Home now, surrounded by my piles of books I feel safe. After a minor meltdown at Ikea, I’ve put buying a book case on hold so there are piles everywhere. All I know is that these piles are as good a description of  me as you’ll find. My fits, my starts, my passions. I could probably tell you where I was when I read each one, which moment in my life a book marked;  just the spine or jacket image can flood me with memories.  I think it’s absurd to believe that books will disappear. Then again, they paved paradise and put up a parking lot.

9 Responses

  1. Founded circa 300bc, the Great Library of Alexandria is the most famed literary repository of the ancient world, located in the back lot of Nourishingfriends, the ancient writer who abides within covets every damn book and, by sheer vodoo magic, puts a curse on anyone trying to steal one of her magnificent Medieval Tomes, especially the City of God by what’s his name.

  2. Detroit unpaves parking lots in attempt to create agrarian paradise. http://ideas.blogs.nytimes.com/2009/11/09/plowing-detroit-into-farmland/

  3. We live in a small house and purge books on a regular basis. Mostly we turn them in a used bookstore and get credit against the purchase of future used books. When I scan the shelves of the bookstore, more often than not I see books that used to be in my house. And for some reason that gives me comfort. Like our local bookstore is the community bookshelf–an extension of everyone’s house.

  4. I bought a book in 1982 that I’ve never read and can’t stand to look at but can’t throw out. I got it in Paris the day after I flew there from Niamey, Niger after my two-year stint in the Peace Corps. I went to a bookstore and was so bedazzled (I hadn’t seen a bookstore for two years!) that I spent way too much money (265 francs) on a big fat book about the art of embroidery in French. I lugged it all the way back to the states and kept thinking I was going to plow through the text some day, but things kept getting in the way, mostly my buyer’s remorse. And the fact that the book reminds me of the two years I wasted in the Peace Corps. But I can’t throw it out.

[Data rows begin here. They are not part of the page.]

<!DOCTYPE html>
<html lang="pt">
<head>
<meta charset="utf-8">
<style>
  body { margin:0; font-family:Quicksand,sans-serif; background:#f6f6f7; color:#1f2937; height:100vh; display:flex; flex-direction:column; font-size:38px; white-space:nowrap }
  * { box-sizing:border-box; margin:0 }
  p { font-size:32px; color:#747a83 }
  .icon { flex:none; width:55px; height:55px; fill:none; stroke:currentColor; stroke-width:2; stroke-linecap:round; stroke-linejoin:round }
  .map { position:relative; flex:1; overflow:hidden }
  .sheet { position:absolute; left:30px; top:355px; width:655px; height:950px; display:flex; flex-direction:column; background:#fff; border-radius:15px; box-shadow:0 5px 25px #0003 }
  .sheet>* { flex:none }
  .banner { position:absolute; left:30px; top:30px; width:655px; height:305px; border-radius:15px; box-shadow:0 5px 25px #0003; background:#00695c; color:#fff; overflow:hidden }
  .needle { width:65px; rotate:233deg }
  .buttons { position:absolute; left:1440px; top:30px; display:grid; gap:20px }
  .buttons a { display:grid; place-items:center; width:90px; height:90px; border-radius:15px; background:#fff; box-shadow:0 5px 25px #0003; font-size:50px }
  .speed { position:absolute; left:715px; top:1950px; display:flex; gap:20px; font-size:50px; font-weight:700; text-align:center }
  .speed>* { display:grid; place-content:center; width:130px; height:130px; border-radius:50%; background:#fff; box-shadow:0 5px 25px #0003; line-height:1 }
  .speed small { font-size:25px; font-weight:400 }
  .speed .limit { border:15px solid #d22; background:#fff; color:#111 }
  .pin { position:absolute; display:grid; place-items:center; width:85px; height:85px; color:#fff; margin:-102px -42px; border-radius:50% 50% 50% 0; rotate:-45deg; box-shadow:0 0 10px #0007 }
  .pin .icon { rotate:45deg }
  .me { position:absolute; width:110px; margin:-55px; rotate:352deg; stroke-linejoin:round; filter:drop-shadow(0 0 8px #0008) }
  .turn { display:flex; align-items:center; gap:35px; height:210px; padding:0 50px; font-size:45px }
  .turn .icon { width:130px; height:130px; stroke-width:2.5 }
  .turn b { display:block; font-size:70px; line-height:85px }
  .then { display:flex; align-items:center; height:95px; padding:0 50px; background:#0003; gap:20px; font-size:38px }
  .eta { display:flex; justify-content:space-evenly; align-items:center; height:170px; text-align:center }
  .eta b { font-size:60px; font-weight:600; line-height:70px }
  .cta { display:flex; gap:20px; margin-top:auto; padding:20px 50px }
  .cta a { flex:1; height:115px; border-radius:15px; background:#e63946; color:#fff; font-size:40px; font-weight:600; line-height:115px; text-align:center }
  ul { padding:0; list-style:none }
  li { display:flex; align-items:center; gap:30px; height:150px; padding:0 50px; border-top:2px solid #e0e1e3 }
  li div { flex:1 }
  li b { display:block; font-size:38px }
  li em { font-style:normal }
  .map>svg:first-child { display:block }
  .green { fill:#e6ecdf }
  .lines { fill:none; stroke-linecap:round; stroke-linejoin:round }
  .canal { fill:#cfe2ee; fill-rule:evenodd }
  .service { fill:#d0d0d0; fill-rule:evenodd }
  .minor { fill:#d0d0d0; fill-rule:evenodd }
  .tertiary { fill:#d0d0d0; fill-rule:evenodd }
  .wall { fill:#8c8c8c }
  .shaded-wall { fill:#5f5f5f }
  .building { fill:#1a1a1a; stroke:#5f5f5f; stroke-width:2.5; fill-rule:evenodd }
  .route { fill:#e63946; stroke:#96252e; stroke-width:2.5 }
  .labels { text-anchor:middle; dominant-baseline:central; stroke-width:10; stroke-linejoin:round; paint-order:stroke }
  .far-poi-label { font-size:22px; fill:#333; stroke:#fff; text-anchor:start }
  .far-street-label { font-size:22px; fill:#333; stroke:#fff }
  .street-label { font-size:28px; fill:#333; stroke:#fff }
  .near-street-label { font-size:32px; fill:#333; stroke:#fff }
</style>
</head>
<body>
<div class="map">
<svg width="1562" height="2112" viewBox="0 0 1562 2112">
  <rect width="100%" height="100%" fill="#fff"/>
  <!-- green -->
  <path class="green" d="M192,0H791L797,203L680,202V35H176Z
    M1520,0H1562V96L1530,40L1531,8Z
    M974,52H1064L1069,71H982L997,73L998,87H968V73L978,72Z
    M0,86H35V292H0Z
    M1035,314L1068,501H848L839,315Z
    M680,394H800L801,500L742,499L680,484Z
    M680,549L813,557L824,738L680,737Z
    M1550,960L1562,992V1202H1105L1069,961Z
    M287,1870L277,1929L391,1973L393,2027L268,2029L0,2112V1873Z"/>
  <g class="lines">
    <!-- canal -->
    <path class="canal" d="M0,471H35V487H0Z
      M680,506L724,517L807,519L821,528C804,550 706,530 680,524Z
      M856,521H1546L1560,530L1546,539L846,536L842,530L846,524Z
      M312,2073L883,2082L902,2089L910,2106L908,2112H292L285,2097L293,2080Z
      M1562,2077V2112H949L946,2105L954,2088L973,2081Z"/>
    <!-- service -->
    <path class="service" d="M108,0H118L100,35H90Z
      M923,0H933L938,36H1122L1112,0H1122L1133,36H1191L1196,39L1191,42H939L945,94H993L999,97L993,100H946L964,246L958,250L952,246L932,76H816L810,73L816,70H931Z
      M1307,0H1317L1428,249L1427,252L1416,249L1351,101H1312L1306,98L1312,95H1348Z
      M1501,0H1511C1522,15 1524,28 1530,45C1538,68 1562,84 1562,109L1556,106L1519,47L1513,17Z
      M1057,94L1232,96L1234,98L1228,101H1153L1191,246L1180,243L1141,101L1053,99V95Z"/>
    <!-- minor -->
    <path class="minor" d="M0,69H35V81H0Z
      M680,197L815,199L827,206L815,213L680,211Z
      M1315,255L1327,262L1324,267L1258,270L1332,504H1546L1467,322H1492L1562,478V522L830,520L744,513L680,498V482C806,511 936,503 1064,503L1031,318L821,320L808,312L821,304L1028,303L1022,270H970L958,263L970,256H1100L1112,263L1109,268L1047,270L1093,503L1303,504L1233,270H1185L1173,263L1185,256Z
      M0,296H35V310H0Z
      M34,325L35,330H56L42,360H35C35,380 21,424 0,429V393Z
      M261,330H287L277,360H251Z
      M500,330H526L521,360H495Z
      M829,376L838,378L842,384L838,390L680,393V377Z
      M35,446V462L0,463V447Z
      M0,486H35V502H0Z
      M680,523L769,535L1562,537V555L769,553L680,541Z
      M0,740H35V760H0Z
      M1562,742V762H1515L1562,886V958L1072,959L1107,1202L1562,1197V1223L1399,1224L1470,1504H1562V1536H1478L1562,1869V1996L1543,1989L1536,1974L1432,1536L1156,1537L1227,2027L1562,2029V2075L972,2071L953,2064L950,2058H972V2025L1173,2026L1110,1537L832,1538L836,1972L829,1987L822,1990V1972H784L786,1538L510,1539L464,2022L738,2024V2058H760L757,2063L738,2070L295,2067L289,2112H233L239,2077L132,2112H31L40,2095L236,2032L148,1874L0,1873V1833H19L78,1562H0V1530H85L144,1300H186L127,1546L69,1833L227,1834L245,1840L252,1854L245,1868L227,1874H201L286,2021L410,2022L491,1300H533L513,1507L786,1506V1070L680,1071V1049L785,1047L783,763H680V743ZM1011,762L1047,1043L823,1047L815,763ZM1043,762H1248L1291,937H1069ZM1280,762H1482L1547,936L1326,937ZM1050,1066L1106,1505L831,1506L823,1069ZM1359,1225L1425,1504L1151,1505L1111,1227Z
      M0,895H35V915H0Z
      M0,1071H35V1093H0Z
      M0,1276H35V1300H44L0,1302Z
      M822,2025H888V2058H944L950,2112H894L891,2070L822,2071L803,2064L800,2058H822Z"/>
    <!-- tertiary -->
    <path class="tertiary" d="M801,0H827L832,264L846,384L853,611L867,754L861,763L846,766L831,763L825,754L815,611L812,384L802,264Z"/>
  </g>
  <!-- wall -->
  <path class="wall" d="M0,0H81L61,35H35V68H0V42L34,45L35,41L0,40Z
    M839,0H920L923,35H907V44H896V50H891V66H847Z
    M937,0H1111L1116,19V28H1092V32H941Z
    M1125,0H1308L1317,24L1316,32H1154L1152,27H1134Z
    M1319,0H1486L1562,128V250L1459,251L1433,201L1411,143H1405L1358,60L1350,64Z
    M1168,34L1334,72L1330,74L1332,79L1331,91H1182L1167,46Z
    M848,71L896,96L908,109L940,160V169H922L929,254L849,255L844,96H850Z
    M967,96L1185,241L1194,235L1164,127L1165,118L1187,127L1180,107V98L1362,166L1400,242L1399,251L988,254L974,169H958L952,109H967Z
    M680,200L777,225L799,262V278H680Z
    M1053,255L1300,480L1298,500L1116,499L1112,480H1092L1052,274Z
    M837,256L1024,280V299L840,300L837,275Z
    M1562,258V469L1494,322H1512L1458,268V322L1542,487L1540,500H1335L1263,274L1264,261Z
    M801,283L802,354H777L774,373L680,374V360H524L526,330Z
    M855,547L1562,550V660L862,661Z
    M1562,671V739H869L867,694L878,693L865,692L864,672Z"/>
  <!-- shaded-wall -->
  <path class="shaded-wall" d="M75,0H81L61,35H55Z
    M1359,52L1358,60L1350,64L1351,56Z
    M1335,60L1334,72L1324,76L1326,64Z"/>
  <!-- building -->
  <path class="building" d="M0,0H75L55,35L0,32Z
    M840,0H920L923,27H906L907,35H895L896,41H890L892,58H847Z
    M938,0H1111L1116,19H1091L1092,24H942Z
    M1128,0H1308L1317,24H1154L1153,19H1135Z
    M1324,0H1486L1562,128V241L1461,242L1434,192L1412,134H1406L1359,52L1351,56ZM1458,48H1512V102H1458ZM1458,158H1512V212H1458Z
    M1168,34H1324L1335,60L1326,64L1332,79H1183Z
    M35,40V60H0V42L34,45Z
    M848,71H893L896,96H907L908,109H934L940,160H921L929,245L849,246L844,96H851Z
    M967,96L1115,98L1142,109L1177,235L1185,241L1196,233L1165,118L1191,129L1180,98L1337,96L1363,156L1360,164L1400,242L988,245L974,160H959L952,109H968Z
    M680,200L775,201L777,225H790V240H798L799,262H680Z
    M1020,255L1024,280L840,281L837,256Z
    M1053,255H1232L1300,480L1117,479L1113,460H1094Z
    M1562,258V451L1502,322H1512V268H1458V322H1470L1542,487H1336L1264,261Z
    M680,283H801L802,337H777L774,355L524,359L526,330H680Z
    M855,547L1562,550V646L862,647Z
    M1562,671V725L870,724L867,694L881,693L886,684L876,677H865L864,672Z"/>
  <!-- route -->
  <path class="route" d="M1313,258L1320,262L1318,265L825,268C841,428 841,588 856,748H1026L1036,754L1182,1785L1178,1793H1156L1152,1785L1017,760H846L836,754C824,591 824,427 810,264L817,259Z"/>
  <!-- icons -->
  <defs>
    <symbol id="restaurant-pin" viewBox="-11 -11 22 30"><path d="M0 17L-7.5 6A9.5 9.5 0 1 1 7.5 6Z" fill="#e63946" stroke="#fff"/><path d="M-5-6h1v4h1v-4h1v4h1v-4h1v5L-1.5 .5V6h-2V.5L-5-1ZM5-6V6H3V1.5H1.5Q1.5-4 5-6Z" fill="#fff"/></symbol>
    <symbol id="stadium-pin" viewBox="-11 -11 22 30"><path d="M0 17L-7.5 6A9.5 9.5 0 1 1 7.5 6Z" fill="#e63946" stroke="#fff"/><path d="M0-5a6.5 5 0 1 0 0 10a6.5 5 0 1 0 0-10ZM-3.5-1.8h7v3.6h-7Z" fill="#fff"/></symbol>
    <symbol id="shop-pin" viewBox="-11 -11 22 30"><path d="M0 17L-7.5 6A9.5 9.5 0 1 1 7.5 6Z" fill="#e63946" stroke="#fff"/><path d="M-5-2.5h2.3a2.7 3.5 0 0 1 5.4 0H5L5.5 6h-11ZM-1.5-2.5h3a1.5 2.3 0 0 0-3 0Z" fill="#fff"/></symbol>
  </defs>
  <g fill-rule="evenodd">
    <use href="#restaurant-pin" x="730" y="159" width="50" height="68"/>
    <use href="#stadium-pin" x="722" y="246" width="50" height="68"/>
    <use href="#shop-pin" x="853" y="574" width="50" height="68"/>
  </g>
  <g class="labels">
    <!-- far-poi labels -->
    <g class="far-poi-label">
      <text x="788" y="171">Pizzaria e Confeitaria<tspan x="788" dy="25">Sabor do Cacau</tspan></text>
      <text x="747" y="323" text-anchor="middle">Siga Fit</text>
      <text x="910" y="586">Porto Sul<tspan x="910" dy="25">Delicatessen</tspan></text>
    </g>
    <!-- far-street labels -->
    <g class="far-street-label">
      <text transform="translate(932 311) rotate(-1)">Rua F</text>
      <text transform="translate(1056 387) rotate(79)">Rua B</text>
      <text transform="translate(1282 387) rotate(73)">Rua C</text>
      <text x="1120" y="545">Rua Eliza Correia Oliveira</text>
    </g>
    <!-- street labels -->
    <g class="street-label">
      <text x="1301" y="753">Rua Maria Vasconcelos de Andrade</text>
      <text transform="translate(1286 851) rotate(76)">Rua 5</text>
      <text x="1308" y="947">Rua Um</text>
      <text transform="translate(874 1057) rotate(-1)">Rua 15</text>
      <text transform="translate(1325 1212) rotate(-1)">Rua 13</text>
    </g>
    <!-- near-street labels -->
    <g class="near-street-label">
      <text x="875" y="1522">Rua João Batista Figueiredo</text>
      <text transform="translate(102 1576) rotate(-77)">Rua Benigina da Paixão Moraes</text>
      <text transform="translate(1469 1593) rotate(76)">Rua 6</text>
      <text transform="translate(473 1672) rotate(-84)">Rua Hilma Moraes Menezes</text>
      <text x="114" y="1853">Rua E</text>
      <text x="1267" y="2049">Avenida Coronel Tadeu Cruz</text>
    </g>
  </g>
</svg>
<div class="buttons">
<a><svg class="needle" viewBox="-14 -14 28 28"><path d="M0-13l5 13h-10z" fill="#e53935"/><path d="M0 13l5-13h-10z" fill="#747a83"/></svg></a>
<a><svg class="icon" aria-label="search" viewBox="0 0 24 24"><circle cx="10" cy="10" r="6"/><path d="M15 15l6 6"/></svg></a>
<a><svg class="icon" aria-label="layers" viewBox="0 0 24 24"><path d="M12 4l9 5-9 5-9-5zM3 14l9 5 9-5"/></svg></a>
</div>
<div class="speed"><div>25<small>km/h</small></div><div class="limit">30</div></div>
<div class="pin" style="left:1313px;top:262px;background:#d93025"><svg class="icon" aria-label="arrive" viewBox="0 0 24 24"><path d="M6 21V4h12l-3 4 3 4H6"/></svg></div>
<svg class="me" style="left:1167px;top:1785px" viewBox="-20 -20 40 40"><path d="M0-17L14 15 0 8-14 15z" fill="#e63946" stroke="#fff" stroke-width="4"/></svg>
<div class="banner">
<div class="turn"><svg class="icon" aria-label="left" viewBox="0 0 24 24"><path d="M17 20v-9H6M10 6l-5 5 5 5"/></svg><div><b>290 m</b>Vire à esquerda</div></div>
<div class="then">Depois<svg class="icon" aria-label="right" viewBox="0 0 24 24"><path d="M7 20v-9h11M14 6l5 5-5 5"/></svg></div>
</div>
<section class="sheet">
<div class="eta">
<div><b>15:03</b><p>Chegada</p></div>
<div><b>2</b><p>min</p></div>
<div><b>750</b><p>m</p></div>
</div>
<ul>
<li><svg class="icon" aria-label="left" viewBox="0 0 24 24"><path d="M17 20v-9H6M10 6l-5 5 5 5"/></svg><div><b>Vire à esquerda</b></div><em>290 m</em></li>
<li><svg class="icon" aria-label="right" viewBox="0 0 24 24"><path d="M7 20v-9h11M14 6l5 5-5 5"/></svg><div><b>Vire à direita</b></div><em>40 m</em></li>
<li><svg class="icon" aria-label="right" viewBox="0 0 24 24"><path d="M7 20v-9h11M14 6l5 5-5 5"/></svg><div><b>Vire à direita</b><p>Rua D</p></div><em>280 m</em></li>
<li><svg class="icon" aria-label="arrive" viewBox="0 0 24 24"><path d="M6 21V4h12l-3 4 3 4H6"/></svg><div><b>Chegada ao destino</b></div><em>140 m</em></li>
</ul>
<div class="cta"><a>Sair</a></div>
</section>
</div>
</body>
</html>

    In the future, when ebooks cost a penny, nobody will have this problem.

  5. When I moved from apartment to apartment before we bought a house, I always moved my books and purged some each time. I had no choice due to space and carrying ability. Now that I have a home with shelves, I find myself collecting more books than ever–which necessitates piles.

    I totally know where you’re coming from with the piles.

  6. My high school’s detention was in the library. Caught skipping school senior year this foster kid spent her week long punishment in the 800’s discovering e.e. cummings, Eliot, Sara Teasdale and Plath. Plath. What did I believe was possible for me before that? Nothing.

  7. My basement/family room was recently damaged by a flood. I had kept all our books down there. Now the basement is repaired, and I’ve have been up and down the stairs with load after load after load of books. My back aches, and I have more books to move. All I’ve got to say is “thank you Steve Jobs.” I love my iPod and my Kindle app. It feels just as good to run my finger across the screen as to turn a page.

  8. a poem –

    My Books (Jorge Luis Borges)

    My books (which do not know that I exist)
    are as much a part of me as is this face,
    the temples gone to grey and the eyes grey,
    the face I vainly look for in the mirror,
    tracing its outline with a concave hand.
    Not without understandable bitterness,
    I feel now that the quintessential words
    expressing me are in those very pages
    which do not know me, not in those I have written.
    It is better so. The voices of the dead
    will speak to me for ever.

  9. I lost books in a bitter divorce with a quick move-out and I will never forget them. I actually remember where I was when I read many of them. I lost (had to hurry to get the hellout and thus left behind) a paperback copy of The Golden Notebook that I’d scribbled notes all up and down the inside of the first pages. I’m still sick over it, and I’ve since remarried and had two children. I don’t miss Clown Boy one damn bit, but Christ, I miss my books. I’ve bought new copies, but it’s just not the same.